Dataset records
+--
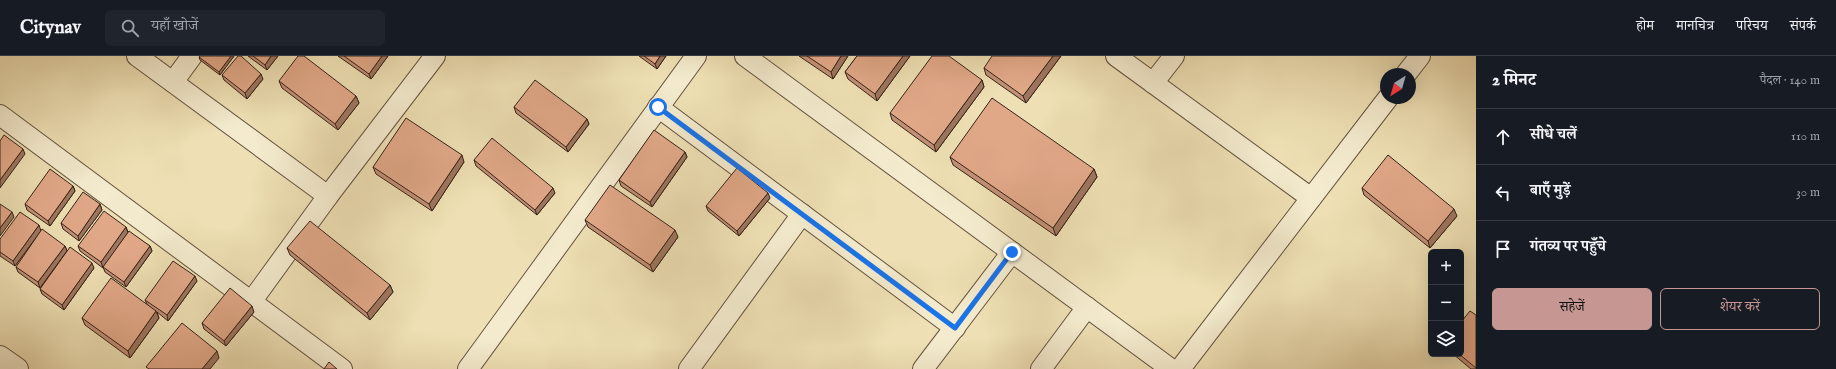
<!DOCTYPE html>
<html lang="hi">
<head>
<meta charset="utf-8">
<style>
	:root { --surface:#171b24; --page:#20242c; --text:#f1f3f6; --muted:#9ea1a6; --line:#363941; --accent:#c59692 }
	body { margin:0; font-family:"IM FELL English","Noto Serif Devanagari",serif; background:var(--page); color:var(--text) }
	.controls { position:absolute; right:12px; bottom:12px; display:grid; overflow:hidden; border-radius:6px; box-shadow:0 4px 16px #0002 }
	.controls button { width:36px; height:36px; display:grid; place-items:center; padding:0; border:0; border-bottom:1px solid var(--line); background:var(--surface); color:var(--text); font:20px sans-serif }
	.compass { position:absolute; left:1380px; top:12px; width:36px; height:36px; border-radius:50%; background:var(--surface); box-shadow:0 4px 16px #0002; rotate:217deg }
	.stop { position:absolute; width:12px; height:12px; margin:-9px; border:3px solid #1a73e8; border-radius:50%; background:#fff }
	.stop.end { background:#1a73e8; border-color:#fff; box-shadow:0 1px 4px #0008 }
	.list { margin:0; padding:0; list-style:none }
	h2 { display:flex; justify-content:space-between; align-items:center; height:52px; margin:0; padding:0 16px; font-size:17px }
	h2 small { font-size:13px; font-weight:400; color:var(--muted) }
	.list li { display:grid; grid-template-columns:26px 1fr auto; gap:12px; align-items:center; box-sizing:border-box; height:56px; padding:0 16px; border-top:1px solid var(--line) }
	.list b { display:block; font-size:15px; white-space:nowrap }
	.list em { font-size:13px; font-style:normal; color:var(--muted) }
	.actions { display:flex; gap:8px; padding:12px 16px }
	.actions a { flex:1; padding:9px 0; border:1px solid var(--accent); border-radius:6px; text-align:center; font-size:14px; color:var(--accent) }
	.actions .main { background:var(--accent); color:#111 }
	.icon { flex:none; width:22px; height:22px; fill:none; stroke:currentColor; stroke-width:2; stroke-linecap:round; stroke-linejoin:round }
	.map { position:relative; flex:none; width:1476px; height:313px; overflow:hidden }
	header { display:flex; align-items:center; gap:24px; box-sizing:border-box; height:56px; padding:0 20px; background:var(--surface); border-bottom:1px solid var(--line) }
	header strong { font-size:19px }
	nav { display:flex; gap:22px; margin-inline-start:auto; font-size:14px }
	.search { width:280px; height:36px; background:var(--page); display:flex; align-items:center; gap:10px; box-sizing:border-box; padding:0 14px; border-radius:6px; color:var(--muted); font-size:15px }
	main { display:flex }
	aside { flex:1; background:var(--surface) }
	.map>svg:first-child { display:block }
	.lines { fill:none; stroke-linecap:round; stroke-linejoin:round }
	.minor-casing { stroke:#64523f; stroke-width:22 }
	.tertiary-casing { stroke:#64523f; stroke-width:24 }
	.minor { stroke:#f4ebce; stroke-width:20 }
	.tertiary { stroke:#f4ebce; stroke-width:22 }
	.wall { fill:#c29075; stroke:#362318 }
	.shaded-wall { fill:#9e765f; stroke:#362318 }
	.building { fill:#e1a888; stroke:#362318 }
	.route { stroke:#1a73e8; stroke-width:5 }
</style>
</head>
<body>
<header>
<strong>Citynav</strong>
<div class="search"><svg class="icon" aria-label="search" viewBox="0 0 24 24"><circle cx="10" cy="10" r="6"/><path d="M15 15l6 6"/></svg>यहाँ खोजें</div>
<nav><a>होम</a><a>मानचित्र</a><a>परिचय</a><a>संपर्क</a></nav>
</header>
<main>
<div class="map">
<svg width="1476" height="313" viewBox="0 0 1476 313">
	<rect width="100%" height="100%" fill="#eee0b4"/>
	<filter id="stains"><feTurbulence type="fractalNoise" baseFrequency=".005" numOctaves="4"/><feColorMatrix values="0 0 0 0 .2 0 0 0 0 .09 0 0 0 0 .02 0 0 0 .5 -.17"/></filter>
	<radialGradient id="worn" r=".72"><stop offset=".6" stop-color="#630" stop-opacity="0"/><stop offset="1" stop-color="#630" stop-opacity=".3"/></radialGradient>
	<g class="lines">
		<defs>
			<g id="minor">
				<polyline points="137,0 328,140"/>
				<polyline points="745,0 1171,313"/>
				<polyline points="1116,0 1311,142"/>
				<polyline points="1406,18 1420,0"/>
				<polyline points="173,26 192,0"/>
				<polyline points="1153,27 1174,0"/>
				<polyline points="658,51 955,272"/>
				<polyline points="0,59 342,313"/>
				<polyline points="251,246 328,140 435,0"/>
				<polyline points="468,313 696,0"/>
				<polyline points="689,313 802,158"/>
				<polyline points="923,313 1012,196"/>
				<polyline points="1041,313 1087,251"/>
				<polyline points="1180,313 1388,42"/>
			</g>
			<polyline id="tertiary" points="0,301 17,313"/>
		</defs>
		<use href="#minor" class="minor-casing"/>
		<use href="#tertiary" class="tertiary-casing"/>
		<use href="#minor" class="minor"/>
		<use href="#tertiary" class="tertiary"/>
	</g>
	<g class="wall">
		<polygon points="234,0 220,19 200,4 199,1"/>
		<polygon points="248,0 278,0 267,14"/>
		<polygon points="338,0 388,0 371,23"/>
		<polygon points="639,0 666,0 657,13"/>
		<polygon points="799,0 848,0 833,23"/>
		<polygon points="857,0 910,0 877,45 848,23 845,16"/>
		<polygon points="1061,0 1026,47 986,19 984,12"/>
		<polygon points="222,19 263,23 247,43 224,24"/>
		<polygon points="982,24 984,31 936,96 892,64 890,57"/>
		<polygon points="279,25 356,40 359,47 338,74 282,32"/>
		<polygon points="514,51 587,63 589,68 568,96 516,57"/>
		<polygon points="685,96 687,101 652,151 621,130 619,124"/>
		<polygon points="950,101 1094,113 1097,121 1056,180 953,109"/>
		<polygon points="474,104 555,137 537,159 476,110"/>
		<polygon points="464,106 432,155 376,118 373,111"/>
		<polygon points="73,130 75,135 50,170 27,154 25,148"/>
		<polygon points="1362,132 1457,160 1430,192 1364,139"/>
		<polygon points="770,142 739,180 708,155 706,150"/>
		<polygon points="100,148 102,154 79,185 63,173 61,167"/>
		<polygon points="585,164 678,181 653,216 588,171"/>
		<polygon points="126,171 128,176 150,190 152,195 126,231 105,216 103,211 103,212 80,195 78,190"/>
		<polygon points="41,175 15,210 0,200 0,183"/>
		<polygon points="65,190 67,195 40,232 18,216 16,211"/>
		<polygon points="287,192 390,229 393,236 370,264 290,199"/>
		<polygon points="94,212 64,254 42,238 40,233"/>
		<polygon points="197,225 168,265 157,256 159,262 130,302 85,269 82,262 147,248 145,244"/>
		<polygon points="254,256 226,290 204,273 202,267"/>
		<polygon points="1476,259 1476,313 1471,313 1453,298 1461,298"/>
	</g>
	<g class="shaded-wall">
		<polygon points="231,0 234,0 220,19 219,16"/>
		<polygon points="271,0 278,0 267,14 265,9"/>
		<polygon points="382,0 388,0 371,23 369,18"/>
		<polygon points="660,0 666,0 657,13 655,8"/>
		<polygon points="841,0 848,0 833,23 831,16"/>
		<polygon points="903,0 910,0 877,45 875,38"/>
		<polygon points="1053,0 1061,0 1026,47 1023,40"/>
		<polygon points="261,18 263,23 247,43 245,37"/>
		<polygon points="982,24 984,31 936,96 934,89"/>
		<polygon points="356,40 359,47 338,74 335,68"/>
		<polygon points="587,63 589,68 568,96 566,91"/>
		<polygon points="23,93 25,98 0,132 0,124"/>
		<polygon points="685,96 687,101 652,151 650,146"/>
		<polygon points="462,99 464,106 432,155 429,148"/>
		<polygon points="1094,113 1097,121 1056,180 1053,172"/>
		<polygon points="73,130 75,135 50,170 48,165"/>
		<polygon points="553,132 555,137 537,159 535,154"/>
		<polygon points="768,137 770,142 739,180 737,175"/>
		<polygon points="100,148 102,154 79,185 78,180"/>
		<polygon points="1454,153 1457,160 1430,192 1428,185"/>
		<polygon points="12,156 14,161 0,180 0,172"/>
		<polygon points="39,169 41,175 15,210 13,205"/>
		<polygon points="126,171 128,177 103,212 101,206"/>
		<polygon points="675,174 678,181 653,216 650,209"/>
		<polygon points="65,190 67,195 40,232 38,226"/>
		<polygon points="150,190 152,195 126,231 124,226"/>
		<polygon points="92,207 94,212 64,254 62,249"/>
		<polygon points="195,220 197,225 168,265 167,259"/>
		<polygon points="390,229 393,236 370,264 367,257"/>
		<polygon points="252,250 254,256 226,290 224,285"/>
		<polygon points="156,255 159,262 130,302 128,295"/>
		<polygon points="217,295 219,302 210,313 202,313"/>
	</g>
	<g class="building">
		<polygon points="200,0 231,0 219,16 199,1"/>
		<polygon points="238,0 241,0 261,18 245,37 222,19"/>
		<polygon points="253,0 271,0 265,9"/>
		<polygon points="298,0 304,0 356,40 335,68 279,25"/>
		<polygon points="344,0 382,0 369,18"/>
		<polygon points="644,0 660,0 655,8"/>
		<polygon points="807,0 841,0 831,16"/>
		<polygon points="857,0 903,0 875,38 845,16"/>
		<polygon points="932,0 949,0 982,24 934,89 890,57"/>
		<polygon points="992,0 1053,0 1023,40 984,12"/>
		<polygon points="535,24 587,63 566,91 514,51"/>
		<polygon points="992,42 1094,113 1053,172 950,101"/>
		<polygon points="406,62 462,99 429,148 373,111"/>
		<polygon points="654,74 685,96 650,146 619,124"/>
		<polygon points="4,79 23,93 0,124 0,85"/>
		<polygon points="492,82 553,132 535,154 474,104"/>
		<polygon points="1388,99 1454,153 1428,185 1362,132"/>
		<polygon points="737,112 768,137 737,175 706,150"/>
		<polygon points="50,113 73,130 48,165 25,148"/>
		<polygon points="610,129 675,174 650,209 585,164"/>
		<polygon points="83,136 100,148 78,180 61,167"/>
		<polygon points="0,148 12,156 0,172"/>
		<polygon points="104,155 126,171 101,206 78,190"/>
		<polygon points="20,156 39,169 13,205 0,196 0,183"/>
		<polygon points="310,165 390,229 367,257 287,192"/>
		<polygon points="42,173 65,190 38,226 16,211"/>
		<polygon points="129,175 150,190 124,226 103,211"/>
		<polygon points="70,191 92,207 62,249 40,233"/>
		<polygon points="173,205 195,220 167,259 145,244"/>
		<polygon points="111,222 156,255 128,295 82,262"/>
		<polygon points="230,232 252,250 224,285 202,267"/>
		<polygon points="1470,255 1476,259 1476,312 1459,298 1461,298 1461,266"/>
		<polygon points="182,267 217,295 202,313 149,313 146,311"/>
		<polygon points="329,306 337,313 324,313"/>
	</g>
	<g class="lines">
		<polyline class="route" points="658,51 955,272 1012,196"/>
	</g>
	<rect width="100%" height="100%" filter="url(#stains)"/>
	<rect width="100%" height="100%" fill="url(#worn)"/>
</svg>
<div class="controls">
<button>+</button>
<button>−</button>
<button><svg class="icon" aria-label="layers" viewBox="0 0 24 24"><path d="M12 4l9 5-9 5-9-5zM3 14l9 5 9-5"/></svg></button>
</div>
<svg class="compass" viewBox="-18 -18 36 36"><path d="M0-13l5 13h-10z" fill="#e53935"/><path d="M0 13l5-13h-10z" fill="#9ea1a6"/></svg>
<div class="stop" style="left:658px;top:51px"></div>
<div class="stop end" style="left:1012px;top:196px"></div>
</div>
<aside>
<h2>2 मिनट<small>पैदल · 140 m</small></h2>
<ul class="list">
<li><svg class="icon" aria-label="ahead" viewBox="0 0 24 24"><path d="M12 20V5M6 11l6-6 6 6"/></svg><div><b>सीधे चलें</b></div><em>110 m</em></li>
<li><svg class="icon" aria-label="left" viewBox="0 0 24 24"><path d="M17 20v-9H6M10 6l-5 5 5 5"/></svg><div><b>बाएँ मुड़ें</b></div><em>30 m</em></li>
<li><svg class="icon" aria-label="arrive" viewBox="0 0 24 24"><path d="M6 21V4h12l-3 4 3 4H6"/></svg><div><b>गंतव्य पर पहुँचे</b></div></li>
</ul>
<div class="actions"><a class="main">सहेजें</a><a>शेयर करें</a></div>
</aside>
</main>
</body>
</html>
+--
_Problem requirements_
Every line above with the string "controls" in it needs to be copied.

_Solution for this exercise_
	.controls { position:absolute; right:12px; bottom:12px; display:grid; overflow:hidden; border-radius:6px; box-shadow:0 4px 16px #0002 }
	.controls button { width:36px; height:36px; display:grid; place-items:center; padding:0; border:0; border-bottom:1px solid var(--line); background:var(--surface); color:var(--text); font:20px sans-serif }
<div class="controls">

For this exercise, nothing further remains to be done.